Run through the records and, wherever a line holds the word "Foothill", return that line.

*** Opening of RECORDED DATA ***

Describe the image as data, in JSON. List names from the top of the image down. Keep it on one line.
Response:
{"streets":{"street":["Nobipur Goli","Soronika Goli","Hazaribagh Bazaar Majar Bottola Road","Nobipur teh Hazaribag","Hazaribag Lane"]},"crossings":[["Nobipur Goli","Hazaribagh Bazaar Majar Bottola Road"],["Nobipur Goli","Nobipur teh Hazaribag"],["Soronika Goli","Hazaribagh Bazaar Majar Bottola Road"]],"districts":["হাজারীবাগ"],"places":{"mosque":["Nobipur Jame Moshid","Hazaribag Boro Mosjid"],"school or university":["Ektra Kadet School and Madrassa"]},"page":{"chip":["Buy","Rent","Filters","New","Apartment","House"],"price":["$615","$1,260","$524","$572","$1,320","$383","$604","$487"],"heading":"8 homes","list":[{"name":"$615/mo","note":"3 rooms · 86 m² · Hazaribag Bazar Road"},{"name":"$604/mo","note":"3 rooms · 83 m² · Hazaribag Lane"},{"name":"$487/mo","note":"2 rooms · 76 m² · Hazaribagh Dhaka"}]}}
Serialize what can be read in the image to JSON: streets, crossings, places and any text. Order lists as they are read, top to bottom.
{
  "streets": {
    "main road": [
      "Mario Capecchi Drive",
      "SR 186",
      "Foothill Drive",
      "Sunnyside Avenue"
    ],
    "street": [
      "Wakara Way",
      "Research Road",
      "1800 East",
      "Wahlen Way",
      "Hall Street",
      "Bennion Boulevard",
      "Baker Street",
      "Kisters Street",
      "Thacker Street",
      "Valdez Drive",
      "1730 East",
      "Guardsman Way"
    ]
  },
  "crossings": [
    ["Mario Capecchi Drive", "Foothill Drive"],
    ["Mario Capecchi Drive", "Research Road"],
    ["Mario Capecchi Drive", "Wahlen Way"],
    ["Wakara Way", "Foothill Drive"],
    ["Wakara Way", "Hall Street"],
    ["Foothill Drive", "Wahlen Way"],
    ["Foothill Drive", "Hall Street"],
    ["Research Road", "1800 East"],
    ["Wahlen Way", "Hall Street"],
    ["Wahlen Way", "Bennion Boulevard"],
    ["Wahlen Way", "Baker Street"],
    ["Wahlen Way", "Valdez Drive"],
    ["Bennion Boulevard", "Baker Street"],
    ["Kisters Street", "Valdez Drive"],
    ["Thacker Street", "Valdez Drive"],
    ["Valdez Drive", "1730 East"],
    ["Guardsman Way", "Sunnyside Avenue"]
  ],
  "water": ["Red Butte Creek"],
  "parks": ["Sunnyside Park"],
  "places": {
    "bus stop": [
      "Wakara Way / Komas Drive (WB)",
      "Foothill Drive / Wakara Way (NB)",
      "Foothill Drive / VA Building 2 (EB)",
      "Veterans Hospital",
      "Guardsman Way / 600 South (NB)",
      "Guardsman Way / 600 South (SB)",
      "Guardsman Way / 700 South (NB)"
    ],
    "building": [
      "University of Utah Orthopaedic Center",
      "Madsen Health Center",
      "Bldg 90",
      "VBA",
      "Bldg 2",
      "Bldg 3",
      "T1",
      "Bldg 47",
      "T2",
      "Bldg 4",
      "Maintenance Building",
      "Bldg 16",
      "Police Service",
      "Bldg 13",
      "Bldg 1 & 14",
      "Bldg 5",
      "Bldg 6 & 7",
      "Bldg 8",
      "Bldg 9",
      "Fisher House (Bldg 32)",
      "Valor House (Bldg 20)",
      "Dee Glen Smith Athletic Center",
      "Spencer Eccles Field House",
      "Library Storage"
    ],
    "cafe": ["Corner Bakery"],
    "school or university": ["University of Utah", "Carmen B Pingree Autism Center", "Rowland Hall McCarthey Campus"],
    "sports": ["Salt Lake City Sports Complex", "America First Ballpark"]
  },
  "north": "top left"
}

*** Close of RECORDED DATA ***

__EXPECTED OUTPUT__:
      "Foothill Drive",
    ["Mario Capecchi Drive", "Foothill Drive"],
    ["Wakara Way", "Foothill Drive"],
    ["Foothill Drive", "Wahlen Way"],
    ["Foothill Drive", "Hall Street"],
      "Foothill Drive / Wakara Way (NB)",
      "Foothill Drive / VA Building 2 (EB)",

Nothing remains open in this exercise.